Bonne lecture !
As the economy continues to struggle in the seventh year of its supposed recovery after the Great Recession–despite unprecedented amounts of free government money from the Fed–CEO compensation continues to soar.
“The party goes on,” writes David Gelles in the New York Times, with a horrifying list of examples of corporate greed and value extraction.
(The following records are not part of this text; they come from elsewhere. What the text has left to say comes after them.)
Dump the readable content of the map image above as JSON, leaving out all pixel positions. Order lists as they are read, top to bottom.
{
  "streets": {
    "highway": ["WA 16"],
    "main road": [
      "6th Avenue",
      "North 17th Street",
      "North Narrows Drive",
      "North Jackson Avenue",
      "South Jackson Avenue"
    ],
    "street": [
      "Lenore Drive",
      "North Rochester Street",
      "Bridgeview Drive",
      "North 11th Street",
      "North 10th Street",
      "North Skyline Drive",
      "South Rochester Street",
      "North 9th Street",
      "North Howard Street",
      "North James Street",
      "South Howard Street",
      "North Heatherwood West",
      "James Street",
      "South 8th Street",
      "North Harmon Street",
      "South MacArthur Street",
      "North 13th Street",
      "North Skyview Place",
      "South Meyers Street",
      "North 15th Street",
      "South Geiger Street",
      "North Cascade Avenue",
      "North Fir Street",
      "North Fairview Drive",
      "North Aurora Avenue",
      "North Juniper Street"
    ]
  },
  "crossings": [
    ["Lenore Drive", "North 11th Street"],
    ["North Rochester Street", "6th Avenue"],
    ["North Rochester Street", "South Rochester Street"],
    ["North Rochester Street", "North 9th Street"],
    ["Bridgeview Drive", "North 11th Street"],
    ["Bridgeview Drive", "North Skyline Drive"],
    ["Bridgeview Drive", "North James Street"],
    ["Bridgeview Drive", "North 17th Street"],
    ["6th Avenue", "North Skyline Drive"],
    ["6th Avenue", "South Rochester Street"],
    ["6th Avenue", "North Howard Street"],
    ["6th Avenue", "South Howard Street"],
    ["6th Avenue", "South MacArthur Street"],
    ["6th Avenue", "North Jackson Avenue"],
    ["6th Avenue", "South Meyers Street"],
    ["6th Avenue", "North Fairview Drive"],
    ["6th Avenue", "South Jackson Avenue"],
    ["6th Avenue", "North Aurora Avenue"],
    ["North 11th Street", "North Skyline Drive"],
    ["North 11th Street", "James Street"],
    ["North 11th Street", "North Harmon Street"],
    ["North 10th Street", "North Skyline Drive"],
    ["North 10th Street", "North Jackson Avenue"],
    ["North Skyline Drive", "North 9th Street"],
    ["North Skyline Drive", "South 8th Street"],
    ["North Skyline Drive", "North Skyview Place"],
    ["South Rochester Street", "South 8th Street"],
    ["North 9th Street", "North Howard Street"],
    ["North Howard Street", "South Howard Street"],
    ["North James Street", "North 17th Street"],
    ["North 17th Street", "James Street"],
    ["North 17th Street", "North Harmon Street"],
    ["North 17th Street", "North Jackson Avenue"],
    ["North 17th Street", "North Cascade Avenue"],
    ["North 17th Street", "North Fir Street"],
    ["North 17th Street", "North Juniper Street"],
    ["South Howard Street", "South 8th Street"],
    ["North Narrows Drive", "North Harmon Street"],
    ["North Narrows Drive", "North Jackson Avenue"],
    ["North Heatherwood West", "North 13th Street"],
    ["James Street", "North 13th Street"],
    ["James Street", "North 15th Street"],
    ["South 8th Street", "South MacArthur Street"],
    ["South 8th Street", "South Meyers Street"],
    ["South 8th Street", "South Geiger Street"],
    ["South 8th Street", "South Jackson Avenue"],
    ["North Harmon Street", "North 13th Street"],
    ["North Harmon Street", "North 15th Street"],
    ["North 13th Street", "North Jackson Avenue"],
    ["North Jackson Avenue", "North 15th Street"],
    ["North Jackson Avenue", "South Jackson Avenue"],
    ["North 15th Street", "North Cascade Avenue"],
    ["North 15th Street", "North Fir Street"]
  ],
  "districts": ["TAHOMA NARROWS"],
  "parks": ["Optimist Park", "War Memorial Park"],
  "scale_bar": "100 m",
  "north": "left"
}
At the top of the list is a coven of four CEOs associated with John Malone at Discovery Communications who received some $350 million in 2014. Not bad for a year’s work, at a time when median compensation for workers has not increased significantly in decades.
Bloomberg calls it “gluttony.”
Harvard Business Review calls it “the biggest financial bubble of them all.”
The New Yorker says, that the effect of reforms such as say-on-pay, aimed at containing excesses in C.E.O. salaries, has been “approximately zero. Executive compensation…is now higher than it’s ever been.”
Shareholder votes “have done little to curb lavish executive pay,” writes David Gelles. Greater public disclosure based on the view that somehow the companies would be ashamed and change their ways ”hasn’t worked.” He quotes Regina Olshan, head of the executive compensation practice at Skadden, Arps, Slate, Meagher & Flom: “I don’t think those folks are particularly ashamed. If they are getting paid, they feel they deserve those amounts. And if they are on the board, they feel like they are paying competitively to attract talent.”
“At root, the unstoppable rise of CEO pay,” says James Surowiecki in the New Yorker, “involves an ideological shift. Just about everyone involved now assumes that talent is rarer than ever, and that only outsize rewards can lure suitable candidates and insure stellar performance…CEO pay is likely to keep going in only one direction: up.”